> _What to produce_:
Reproduce exactly the lines from the start of the records through the line containing "position:absolute; left:1219px; top:823px;", both included. Leave the pictures out.

--- Records provided Enclosed Below ---

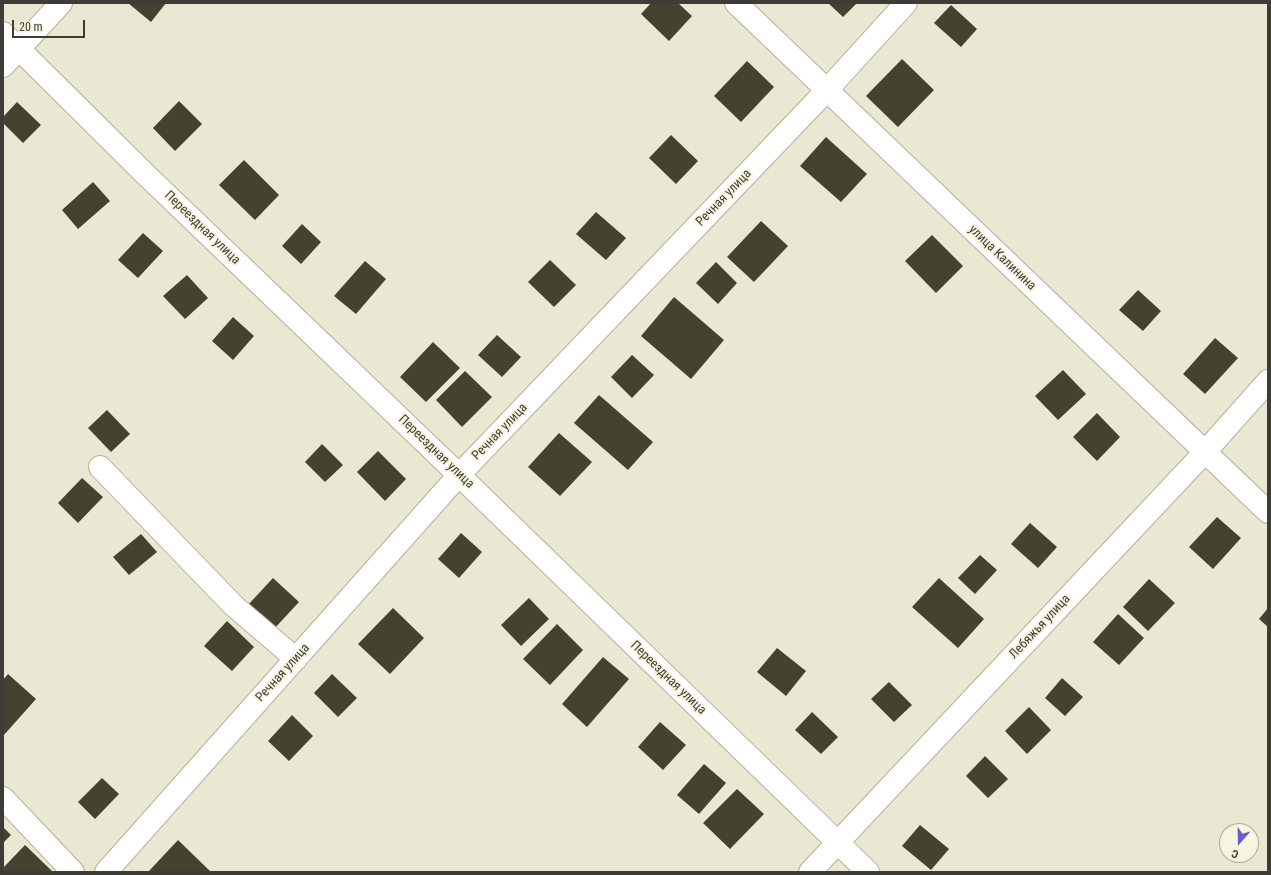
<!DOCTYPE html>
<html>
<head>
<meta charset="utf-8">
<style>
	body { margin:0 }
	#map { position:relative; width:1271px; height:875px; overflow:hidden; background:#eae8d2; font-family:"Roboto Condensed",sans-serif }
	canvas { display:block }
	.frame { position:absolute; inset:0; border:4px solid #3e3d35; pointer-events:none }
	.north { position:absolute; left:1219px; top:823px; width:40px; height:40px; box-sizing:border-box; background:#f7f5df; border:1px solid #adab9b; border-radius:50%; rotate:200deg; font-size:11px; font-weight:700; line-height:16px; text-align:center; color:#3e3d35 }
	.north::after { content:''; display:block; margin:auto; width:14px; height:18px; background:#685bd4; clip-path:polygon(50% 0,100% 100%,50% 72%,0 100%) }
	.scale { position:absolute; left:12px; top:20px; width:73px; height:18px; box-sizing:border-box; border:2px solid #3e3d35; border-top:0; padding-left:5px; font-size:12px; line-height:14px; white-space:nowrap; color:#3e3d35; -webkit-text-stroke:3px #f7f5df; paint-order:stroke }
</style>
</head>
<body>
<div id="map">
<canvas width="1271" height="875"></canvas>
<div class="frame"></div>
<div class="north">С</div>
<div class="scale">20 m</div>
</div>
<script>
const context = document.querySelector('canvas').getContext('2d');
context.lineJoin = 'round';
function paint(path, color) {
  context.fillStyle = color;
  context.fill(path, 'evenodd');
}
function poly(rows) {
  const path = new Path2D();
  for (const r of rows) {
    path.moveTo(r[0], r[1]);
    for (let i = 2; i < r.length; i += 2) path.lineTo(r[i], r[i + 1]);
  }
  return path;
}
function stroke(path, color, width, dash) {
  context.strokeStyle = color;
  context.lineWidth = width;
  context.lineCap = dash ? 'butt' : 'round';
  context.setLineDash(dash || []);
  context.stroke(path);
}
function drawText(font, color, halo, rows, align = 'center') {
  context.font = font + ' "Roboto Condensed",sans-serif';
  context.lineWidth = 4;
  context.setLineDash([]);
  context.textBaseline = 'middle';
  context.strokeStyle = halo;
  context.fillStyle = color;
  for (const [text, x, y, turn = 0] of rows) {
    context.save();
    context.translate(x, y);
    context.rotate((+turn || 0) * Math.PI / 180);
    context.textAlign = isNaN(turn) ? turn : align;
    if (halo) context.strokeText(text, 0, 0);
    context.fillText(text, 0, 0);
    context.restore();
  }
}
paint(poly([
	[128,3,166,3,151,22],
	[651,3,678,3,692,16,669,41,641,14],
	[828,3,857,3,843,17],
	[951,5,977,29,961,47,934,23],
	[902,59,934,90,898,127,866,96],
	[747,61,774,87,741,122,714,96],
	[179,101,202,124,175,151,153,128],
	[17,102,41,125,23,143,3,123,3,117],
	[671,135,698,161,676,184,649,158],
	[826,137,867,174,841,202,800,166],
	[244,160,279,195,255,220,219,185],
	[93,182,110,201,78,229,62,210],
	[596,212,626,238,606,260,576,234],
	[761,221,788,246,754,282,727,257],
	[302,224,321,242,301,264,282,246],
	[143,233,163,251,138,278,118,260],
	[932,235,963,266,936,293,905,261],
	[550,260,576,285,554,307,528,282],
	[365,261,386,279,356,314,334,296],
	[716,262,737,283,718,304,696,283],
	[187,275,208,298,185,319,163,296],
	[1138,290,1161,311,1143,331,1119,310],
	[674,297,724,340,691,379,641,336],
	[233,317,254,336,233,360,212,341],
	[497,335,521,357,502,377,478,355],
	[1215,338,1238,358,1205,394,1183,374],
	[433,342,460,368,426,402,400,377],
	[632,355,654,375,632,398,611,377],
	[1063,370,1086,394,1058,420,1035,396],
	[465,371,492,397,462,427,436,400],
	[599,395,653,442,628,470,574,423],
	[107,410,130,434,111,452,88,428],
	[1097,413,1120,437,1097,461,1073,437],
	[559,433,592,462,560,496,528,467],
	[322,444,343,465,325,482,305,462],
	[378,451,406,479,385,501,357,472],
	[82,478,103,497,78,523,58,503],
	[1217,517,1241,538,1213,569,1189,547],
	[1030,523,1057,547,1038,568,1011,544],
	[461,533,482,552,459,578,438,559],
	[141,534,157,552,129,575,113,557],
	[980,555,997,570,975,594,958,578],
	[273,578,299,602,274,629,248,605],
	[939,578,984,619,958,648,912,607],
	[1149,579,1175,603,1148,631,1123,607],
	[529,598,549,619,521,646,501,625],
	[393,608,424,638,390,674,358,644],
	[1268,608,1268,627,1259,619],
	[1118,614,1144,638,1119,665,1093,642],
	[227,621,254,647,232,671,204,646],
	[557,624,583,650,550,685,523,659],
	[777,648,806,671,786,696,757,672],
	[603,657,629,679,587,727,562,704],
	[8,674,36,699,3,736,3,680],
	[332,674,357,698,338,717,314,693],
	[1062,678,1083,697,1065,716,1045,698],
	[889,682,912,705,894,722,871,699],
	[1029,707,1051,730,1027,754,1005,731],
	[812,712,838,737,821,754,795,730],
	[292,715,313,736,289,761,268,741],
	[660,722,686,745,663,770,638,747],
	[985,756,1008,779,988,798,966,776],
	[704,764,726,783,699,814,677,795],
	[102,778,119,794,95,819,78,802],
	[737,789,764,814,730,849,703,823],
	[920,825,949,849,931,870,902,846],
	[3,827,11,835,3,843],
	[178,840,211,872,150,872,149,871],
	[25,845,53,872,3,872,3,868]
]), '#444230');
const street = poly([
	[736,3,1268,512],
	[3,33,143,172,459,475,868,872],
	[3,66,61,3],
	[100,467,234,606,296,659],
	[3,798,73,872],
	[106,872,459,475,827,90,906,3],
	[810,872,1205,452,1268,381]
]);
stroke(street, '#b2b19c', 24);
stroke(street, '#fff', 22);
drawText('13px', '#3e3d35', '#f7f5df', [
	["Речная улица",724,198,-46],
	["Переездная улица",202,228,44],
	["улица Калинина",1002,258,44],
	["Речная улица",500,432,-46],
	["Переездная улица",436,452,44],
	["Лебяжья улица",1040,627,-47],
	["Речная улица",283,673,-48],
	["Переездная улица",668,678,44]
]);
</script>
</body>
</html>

--- End of Enclosed Records provided ---

> _Solution to the exercise_:
<!DOCTYPE html>
<html>
<head>
<meta charset="utf-8">
<style>
	body { margin:0 }
	#map { position:relative; width:1271px; height:875px; overflow:hidden; background:#eae8d2; font-family:"Roboto Condensed",sans-serif }
	canvas { display:block }
	.frame { position:absolute; inset:0; border:4px solid #3e3d35; pointer-events:none }
	.north { position:absolute; left:1219px; top:823px; width:40px; height:40px; box-sizing:border-box; background:#f7f5df; border:1px solid #adab9b; border-radius:50%; rotate:200deg; font-size:11px; font-weight:700; line-height:16px; text-align:center; color:#3e3d35 }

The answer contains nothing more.